TransWikia.com

SKLEARN GridSearchCV hinting higher accuracy than Pipeline but with same parameters as Pipeline estimators

Data Science Asked on December 11, 2020

I have pipeline estimators like this:

text_clf = Pipeline([
      ('tfidf', TfidfVectorizer(max_df=0.95, min_df=2, max_features=n_features, stop_words='english')),
  ('clf', SGDClassifier(loss='hinge', penalty='l2', alpha=1e-3, random_state=random_state, max_iter=5, tol=None)),
])
text_clf.fit(dataset.data, dataset.target)

Then when evaluating the model accuracy like this

mean = np.mean(predicted == twenty_test.target)
print("mean %0.3f" % mean)

I get score 0.802.

Then when I add the GridSearch to get the best params like this:

parameters = {
     'tfidf__use_idf': (True, False),
     'clf__alpha': (1e-2, 1e-3),
}

gs_clf = GridSearchCV(text_clf, parameters, cv=5, n_jobs=-1)
gs_clf = gs_clf.fit(dataset.data, dataset.target)

(Note that i am fitting GridSearch on TRAIN data same as the pipeline – although when i first tried fit it on TEST data by mistake the result was same though.)

It reports this:

grid search best score 0.868
Best params: clf__alpha: 0.001
Best params: tfidf__use_idf: True

Note, that these params are already set on the model but the score is lower in the pipeline.

Is it because the other parameters I set in Pipeline are not kept when using GridSearch or?

Btw how the Grid Search knows the best parameters if I didn’t provide any testing data.

Another problem is, that when I added more parameters to adjust in Grid search and then applied it to Pipeline, the accuracy didn’t change at all. (or changed from 0.802 to 0.805, but GS hinted 0.867)

One Answer

The GridsearchCV object in sklearn does a cross-validation on the data you feed it during your fit.
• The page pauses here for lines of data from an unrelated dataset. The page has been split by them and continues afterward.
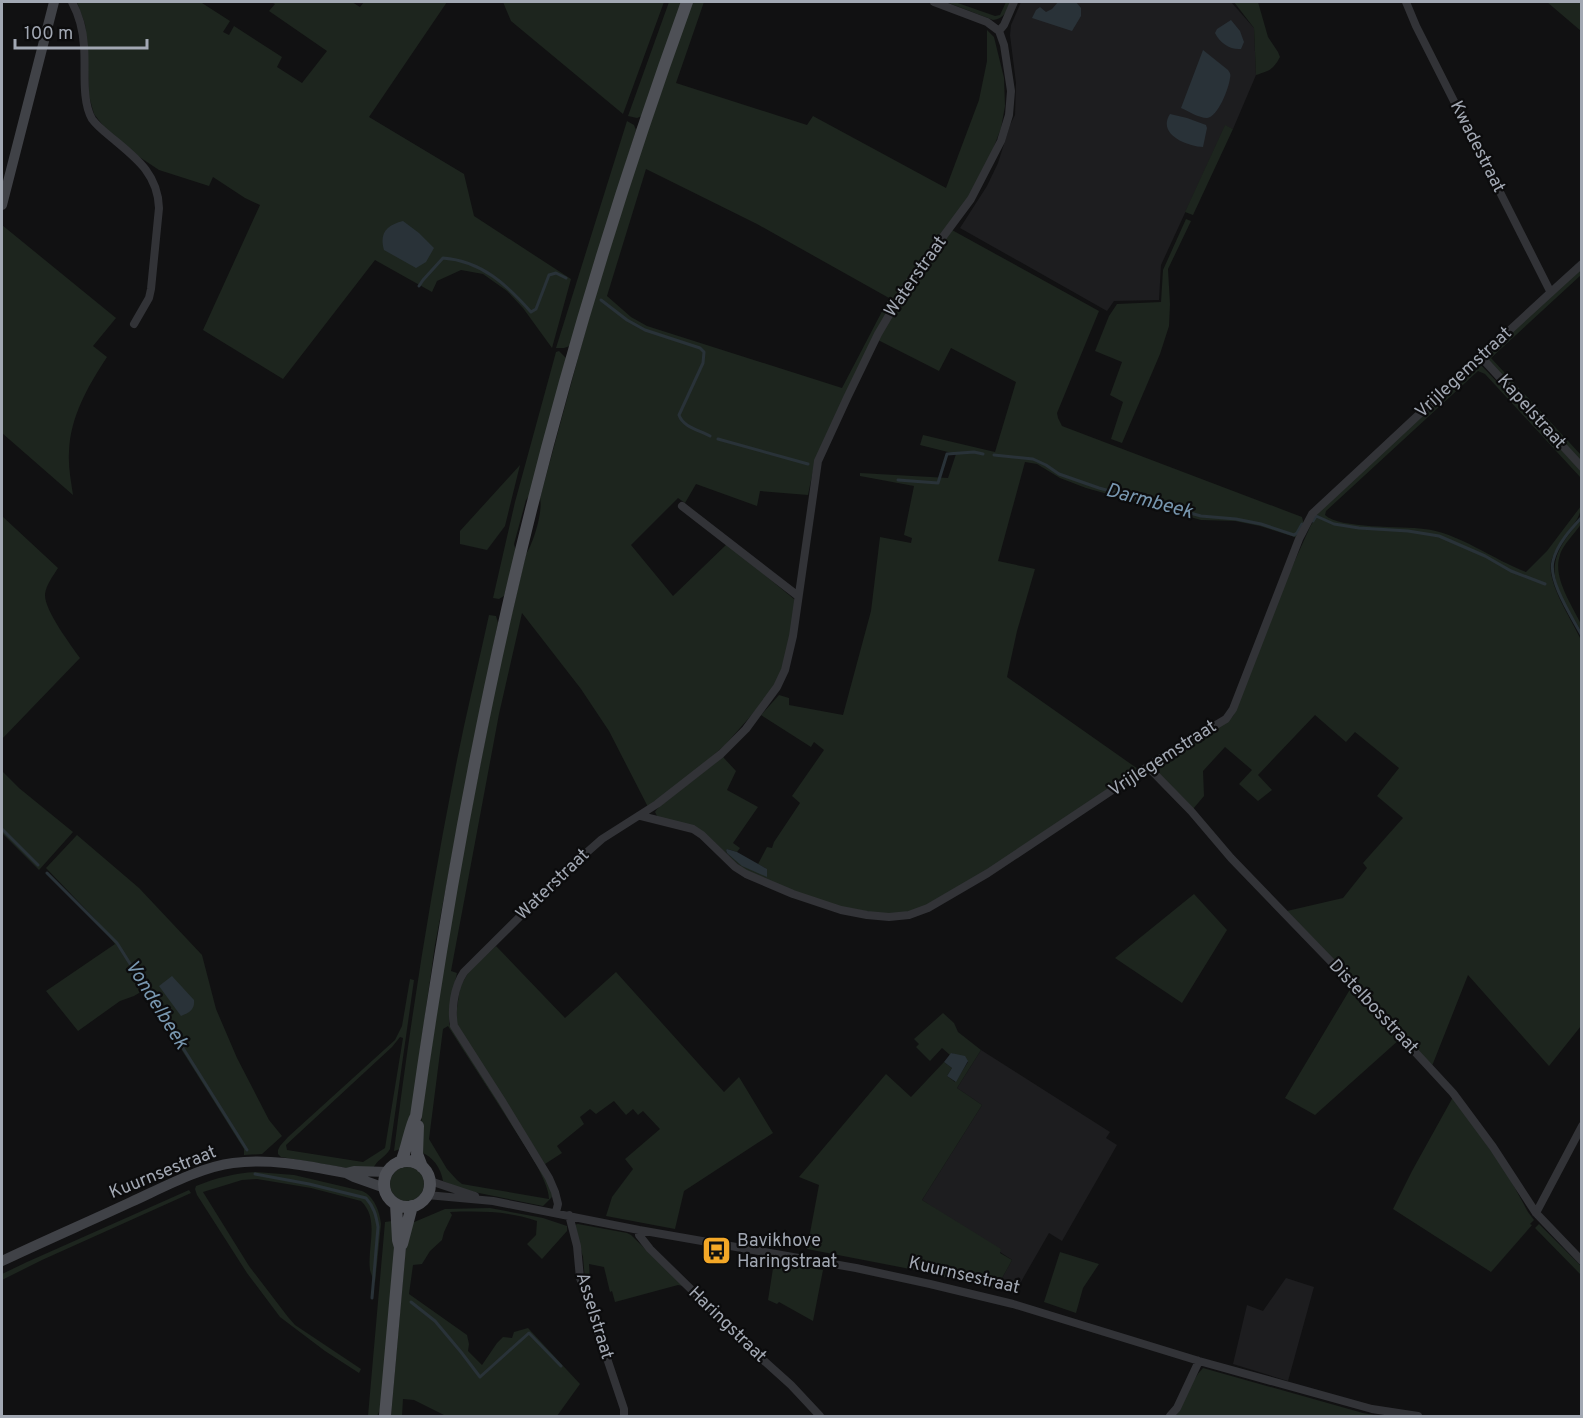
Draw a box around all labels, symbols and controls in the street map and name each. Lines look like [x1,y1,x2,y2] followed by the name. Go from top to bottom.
[15,12,147,50] scale bar
[24,23,73,46] text: 100 m
[1444,97,1510,197] street label: Kwadestraat
[880,232,952,322] street label: Waterstraat
[1411,322,1517,424] street label: Vrijlegemstraat
[1491,370,1571,454] street label: Kapelstraat
[1103,478,1196,526] water label: Darmbeek
[1105,716,1221,802] street label: Vrijlegemstraat
[511,844,595,926] street label: Waterstraat
[118,955,194,1055] water label: Vondelbeek
[1323,955,1423,1059] street label: Distelbosstraat
[106,1141,220,1205] street label: Kuurnsestraat
[737,1230,837,1274] place label: Bavikhove Haringstraat
[700,1235,732,1267] bus stop icon: Bavikhove Haringstraat
[906,1252,1022,1300] street label: Kuurnsestraat
[570,1270,618,1362] street label: Asselstraat
[683,1282,771,1368] street label: Haringstraat

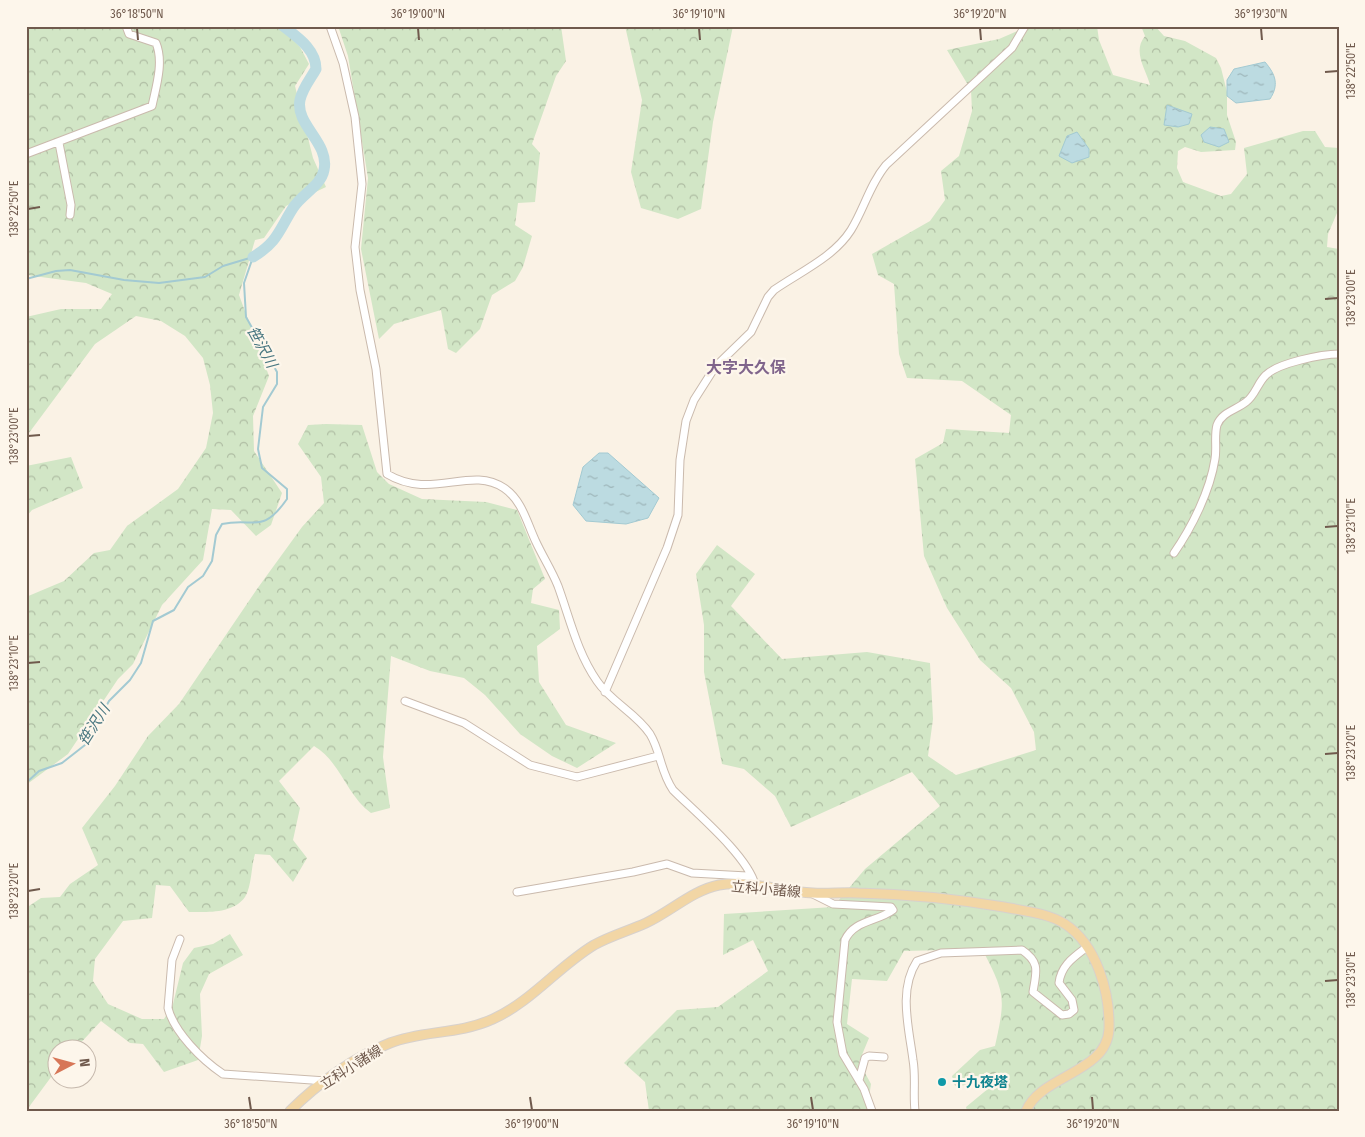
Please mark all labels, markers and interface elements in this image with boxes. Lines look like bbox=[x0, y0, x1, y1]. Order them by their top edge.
text: 36°18'50"N bbox=[110, 7, 164, 21]
text: 36°19'00"N bbox=[391, 7, 445, 21]
text: 36°19'10"N bbox=[673, 7, 725, 21]
text: 36°19'20"N bbox=[953, 7, 1007, 21]
text: 36°19'30"N bbox=[1234, 7, 1288, 21]
text: 138°22'50"E bbox=[1344, 42, 1358, 99]
text: 138°22'50"E bbox=[7, 180, 21, 237]
text: 138°23'00"E bbox=[1344, 269, 1358, 327]
water label: 笹沢川 bbox=[243, 323, 282, 373]
district label: 大字大久保 bbox=[706, 358, 786, 377]
text: 138°23'00"E bbox=[7, 407, 21, 465]
text: 138°23'10"E bbox=[1344, 498, 1358, 554]
text: 138°23'10"E bbox=[7, 635, 21, 691]
water label: 笹沢川 bbox=[74, 699, 115, 749]
text: 138°23'20"E bbox=[1344, 724, 1358, 781]
text: 138°23'20"E bbox=[7, 862, 21, 919]
street label: 立科小諸線 bbox=[730, 878, 802, 901]
text: 138°23'30"E bbox=[1344, 951, 1358, 1008]
north arrow bbox=[48, 1040, 98, 1090]
street label: 立科小諸線 bbox=[317, 1042, 385, 1093]
text: N bbox=[76, 1058, 93, 1068]
place label: 十九夜塔 bbox=[952, 1074, 1008, 1091]
marker: 十九夜塔 bbox=[936, 1076, 948, 1088]
text: 36°18'50"N bbox=[224, 1117, 278, 1131]
text: 36°19'00"N bbox=[505, 1117, 559, 1131]
text: 36°19'10"N bbox=[787, 1117, 839, 1131]
text: 36°19'20"N bbox=[1066, 1117, 1120, 1131]

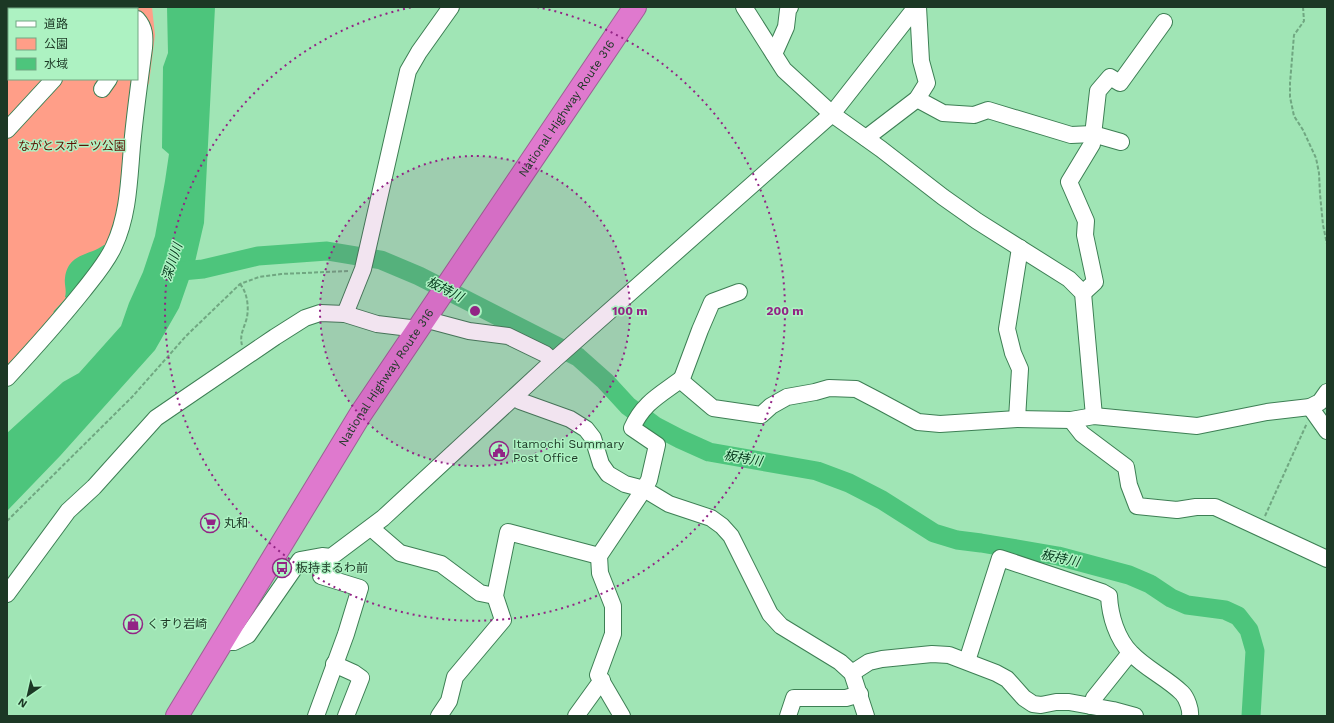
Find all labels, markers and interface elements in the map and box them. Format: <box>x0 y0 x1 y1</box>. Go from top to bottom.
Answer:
legend <box>8 8 138 80</box>
text: 道路 <box>44 17 68 31</box>
text: 公園 <box>44 37 68 51</box>
street label: National Highway Route 316 <box>516 37 618 179</box>
text: 水域 <box>44 57 68 71</box>
park label: ながとスポーツ公園 <box>18 139 126 153</box>
water label: 深川川 <box>159 239 186 283</box>
water label: 板持川 <box>424 273 468 305</box>
centre of rings <box>468 304 482 318</box>
text: 100 m <box>612 304 648 318</box>
text: 200 m <box>766 304 804 318</box>
street label: National Highway Route 316 <box>336 306 437 449</box>
place label: Itamochi Summary Post Office <box>513 437 625 465</box>
public building icon: Itamochi Summary Post Office <box>488 440 510 462</box>
water label: 板持川 <box>722 447 765 469</box>
supermarket icon: 丸和 <box>199 512 221 534</box>
place label: 丸和 <box>224 516 248 530</box>
water label: 板持川 <box>1039 547 1083 570</box>
bus stop icon: 板持まるわ前 <box>271 557 293 579</box>
place label: 板持まるわ前 <box>296 561 368 575</box>
shop icon: くすり岩崎 <box>122 613 144 635</box>
place label: くすり岩崎 <box>147 617 207 631</box>
north arrow <box>8 675 48 715</box>
text: N <box>16 695 30 711</box>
In your case you have specified cv=5: this means GridSearchCV splits your data into train/test splits 5 times and reports on the mean performance over those 5 trials to be 0.868.

You asked why GridSearchCV knows the best parameters without feeding it testing data - this is because it's taking your training data & splitting that into a smaller subset of train/test splits (5 of them to be exact).

You are then evaluating the best model on the testing set and getting accuracy of 0.805. This can happen if the single train/test split you performed split the data in a way that causes some of the more difficult samples to predict to be put in the testing set. If you were to perform the same cross-validation your GridSearchCV performed (say with cv=5) you might find the average performance to be a little higher and closer to the 0.868 it cited.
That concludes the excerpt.